Until nepotism and conflict of interests, which are the fundamentals of corruption are criminalised unambiguously in our laws, the war on corruption has not even begun.


The current characterisation of the Malabu Oil deal as a fraud and the consequent stigmatisation of Mohammed Bello Adoke as its poster boy have only obscured the facts of the matter, while promoting fictions that have further mystified the whole affair. The Malabu Oil deal is not so different from the business transaction between T.Y. Danjuma’s South Atlantic Petroleum, when $2 billion was paid by Chinese investors for a sizeable stake in its OPL 246. Similarly, Folorunso Alakija became the richest woman in Africa when her company, Famfa Oil received from Chevron a huge amount of money for a divested stake on its Agbami fields oil block.

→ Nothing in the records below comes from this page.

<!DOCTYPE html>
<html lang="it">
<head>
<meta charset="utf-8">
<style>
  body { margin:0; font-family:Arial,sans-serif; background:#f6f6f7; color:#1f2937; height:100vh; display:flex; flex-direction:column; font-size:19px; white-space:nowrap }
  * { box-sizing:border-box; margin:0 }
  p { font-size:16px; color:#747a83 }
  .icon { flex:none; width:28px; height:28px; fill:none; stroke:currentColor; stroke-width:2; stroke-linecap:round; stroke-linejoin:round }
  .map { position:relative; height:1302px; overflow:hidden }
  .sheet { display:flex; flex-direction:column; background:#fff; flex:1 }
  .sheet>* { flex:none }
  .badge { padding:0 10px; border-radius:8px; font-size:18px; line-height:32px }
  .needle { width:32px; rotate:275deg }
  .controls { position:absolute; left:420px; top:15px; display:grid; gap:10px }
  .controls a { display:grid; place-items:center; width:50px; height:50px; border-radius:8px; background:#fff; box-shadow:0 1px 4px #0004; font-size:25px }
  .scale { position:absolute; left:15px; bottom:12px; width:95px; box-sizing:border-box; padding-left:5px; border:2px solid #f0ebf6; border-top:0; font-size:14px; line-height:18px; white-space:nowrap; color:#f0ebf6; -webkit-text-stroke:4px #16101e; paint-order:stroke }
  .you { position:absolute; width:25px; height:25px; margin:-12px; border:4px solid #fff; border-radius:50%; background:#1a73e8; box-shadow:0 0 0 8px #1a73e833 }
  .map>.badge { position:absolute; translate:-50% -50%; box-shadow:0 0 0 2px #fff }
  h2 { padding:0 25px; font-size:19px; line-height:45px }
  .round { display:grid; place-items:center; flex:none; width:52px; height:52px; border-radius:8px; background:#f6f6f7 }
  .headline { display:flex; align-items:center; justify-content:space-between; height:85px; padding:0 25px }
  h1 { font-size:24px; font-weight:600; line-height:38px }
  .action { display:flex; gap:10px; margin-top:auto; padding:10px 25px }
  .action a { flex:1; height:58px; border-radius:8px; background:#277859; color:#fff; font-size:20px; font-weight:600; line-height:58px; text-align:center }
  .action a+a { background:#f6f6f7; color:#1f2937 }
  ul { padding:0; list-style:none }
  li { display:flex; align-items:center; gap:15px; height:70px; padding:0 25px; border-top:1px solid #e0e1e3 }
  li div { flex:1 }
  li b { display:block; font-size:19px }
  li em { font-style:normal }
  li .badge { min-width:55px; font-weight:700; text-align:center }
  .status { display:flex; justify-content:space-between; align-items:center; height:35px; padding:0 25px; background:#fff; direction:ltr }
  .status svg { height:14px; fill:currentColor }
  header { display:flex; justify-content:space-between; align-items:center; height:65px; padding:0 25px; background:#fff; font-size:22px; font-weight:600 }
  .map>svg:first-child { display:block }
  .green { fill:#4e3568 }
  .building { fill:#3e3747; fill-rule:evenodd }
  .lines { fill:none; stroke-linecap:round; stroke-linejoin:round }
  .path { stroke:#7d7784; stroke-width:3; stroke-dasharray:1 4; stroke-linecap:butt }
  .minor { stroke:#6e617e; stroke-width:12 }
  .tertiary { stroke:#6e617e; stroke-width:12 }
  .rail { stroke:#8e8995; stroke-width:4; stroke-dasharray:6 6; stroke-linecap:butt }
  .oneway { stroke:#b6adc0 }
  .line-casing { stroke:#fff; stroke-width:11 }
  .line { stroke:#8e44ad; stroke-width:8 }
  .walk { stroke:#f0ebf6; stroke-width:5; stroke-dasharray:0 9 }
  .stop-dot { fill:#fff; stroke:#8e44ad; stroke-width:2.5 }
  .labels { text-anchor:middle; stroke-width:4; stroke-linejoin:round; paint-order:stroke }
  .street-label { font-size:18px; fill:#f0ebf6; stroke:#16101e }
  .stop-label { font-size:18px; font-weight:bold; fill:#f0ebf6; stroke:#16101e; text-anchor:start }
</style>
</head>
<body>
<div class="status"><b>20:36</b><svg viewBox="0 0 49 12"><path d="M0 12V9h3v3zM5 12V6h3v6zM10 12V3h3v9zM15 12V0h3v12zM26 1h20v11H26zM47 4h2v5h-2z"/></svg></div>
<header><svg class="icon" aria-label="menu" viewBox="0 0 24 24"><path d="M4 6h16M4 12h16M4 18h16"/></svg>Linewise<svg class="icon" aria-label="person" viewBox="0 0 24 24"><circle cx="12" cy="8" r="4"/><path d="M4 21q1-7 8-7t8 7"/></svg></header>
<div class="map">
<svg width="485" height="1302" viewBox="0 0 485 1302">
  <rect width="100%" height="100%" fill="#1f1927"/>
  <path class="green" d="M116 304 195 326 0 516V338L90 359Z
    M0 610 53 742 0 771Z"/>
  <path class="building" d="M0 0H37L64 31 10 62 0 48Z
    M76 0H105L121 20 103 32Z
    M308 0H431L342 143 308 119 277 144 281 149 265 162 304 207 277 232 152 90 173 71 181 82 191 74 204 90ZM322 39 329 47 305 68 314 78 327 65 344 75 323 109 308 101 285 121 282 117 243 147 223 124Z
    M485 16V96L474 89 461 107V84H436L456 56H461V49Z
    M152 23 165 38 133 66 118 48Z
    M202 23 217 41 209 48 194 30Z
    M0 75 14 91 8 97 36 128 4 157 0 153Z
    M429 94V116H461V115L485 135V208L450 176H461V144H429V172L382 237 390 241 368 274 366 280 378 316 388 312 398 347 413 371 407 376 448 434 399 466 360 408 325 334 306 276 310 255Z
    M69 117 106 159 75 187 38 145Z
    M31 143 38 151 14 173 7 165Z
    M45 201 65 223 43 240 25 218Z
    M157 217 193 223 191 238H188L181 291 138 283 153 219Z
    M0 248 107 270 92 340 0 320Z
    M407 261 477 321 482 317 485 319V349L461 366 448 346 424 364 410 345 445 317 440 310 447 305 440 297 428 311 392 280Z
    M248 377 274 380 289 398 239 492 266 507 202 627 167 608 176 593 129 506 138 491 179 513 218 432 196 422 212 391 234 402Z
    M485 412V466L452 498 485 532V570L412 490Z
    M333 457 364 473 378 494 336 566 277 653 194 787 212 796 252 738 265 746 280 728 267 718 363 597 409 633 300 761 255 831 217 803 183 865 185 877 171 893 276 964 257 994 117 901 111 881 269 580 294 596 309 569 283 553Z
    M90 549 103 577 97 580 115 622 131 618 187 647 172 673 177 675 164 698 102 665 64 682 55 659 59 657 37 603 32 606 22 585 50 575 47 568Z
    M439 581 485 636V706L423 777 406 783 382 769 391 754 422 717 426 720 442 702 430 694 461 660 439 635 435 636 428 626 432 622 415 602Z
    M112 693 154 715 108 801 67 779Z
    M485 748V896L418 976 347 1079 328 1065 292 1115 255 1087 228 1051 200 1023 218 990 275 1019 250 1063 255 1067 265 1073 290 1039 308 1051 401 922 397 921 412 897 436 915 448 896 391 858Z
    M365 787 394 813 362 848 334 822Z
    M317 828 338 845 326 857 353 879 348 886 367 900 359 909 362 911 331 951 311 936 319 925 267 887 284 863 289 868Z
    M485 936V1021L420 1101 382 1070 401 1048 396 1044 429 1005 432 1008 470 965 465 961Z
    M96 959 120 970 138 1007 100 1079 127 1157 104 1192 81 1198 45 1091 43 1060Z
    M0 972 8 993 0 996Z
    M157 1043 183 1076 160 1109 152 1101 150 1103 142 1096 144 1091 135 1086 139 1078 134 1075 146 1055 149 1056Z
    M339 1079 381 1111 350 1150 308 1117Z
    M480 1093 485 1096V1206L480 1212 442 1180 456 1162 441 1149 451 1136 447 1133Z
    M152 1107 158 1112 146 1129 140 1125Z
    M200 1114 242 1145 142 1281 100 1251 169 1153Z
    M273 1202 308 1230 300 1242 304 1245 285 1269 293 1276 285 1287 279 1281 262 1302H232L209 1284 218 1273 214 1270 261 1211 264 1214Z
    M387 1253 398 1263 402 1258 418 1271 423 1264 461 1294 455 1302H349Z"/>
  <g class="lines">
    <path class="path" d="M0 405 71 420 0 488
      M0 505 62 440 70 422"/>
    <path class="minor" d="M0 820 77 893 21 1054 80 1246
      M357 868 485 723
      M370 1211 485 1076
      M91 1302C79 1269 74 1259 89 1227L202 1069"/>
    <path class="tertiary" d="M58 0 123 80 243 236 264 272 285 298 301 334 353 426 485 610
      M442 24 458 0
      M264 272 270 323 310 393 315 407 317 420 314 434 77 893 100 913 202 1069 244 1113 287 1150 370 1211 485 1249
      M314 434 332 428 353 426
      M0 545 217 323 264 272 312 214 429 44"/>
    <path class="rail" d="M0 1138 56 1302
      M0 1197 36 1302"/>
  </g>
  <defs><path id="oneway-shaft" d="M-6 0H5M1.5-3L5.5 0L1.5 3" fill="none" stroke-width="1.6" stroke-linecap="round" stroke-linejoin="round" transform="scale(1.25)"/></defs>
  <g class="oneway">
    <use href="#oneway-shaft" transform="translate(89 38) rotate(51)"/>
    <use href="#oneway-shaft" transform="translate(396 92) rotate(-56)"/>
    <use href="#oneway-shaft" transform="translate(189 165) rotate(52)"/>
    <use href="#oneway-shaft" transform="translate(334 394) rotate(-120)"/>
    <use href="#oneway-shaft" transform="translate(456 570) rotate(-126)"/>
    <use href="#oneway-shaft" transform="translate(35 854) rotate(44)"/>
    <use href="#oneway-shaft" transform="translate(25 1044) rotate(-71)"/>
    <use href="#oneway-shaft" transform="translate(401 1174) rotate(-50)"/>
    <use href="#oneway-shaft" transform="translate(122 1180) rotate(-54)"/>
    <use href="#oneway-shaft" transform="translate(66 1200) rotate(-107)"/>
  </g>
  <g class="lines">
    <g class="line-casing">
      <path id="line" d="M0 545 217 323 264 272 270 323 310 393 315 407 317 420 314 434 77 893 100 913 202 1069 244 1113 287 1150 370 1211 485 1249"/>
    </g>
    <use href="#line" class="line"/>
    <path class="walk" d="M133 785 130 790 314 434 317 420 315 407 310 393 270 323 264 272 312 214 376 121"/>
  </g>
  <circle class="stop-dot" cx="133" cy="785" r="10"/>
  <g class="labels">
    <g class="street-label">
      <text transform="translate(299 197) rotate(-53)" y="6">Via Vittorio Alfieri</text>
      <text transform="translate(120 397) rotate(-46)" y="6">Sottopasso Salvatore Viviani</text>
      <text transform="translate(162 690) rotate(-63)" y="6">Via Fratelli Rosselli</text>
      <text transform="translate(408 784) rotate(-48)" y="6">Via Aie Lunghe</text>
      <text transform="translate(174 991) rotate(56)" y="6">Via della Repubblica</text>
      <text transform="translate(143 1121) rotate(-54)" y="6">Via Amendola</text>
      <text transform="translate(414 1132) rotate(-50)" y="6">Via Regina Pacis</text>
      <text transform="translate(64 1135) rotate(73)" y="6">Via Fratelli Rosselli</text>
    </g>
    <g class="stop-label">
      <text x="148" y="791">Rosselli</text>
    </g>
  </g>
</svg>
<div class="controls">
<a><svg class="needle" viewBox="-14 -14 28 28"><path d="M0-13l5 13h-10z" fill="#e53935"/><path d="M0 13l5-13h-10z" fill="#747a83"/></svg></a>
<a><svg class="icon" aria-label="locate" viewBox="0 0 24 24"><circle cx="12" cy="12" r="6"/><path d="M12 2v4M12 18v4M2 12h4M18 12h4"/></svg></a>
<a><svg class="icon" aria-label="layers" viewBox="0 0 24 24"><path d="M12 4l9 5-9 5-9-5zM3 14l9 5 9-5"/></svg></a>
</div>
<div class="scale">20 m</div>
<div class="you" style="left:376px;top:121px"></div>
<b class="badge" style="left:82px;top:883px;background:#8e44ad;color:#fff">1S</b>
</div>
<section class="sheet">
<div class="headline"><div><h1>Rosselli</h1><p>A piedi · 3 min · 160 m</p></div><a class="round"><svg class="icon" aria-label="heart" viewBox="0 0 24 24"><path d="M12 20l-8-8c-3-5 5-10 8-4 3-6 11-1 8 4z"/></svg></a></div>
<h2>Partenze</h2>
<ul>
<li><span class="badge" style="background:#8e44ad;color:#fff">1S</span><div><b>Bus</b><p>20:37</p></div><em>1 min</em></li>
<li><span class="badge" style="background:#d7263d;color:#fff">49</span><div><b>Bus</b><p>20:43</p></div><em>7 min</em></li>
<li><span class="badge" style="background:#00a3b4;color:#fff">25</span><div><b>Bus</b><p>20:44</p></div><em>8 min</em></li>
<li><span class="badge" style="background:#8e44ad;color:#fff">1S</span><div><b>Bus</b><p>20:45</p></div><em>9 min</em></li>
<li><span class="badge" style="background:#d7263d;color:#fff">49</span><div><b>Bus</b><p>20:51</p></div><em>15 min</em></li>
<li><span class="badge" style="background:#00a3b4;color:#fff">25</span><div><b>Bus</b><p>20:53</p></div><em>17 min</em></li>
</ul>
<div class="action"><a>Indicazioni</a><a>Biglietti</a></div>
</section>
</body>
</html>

In each of these cases, only the fixed signature bonus of $20 million was paid to the federal government. Therefore, the criminal prosecution of Bello Adoke for his role in brokering the Malabu oil deal is nothing but persecution in a war on corruption that is selective and highly politicised.

There is no doubt that all is not very well with the Malabu Oil affair. However, what is wrong is not the role of the former AGF Bello Adoke in the implementation of an agreement that was entered into by the Obasanjo administration, which was binding, but the allocation of the oil block in the first place by the Abacha family to a company it had interests in. Until nepotism and conflict of interests, which are the fundamentals of corruption are criminalised unambiguously in our laws, the war on corruption has not even begun.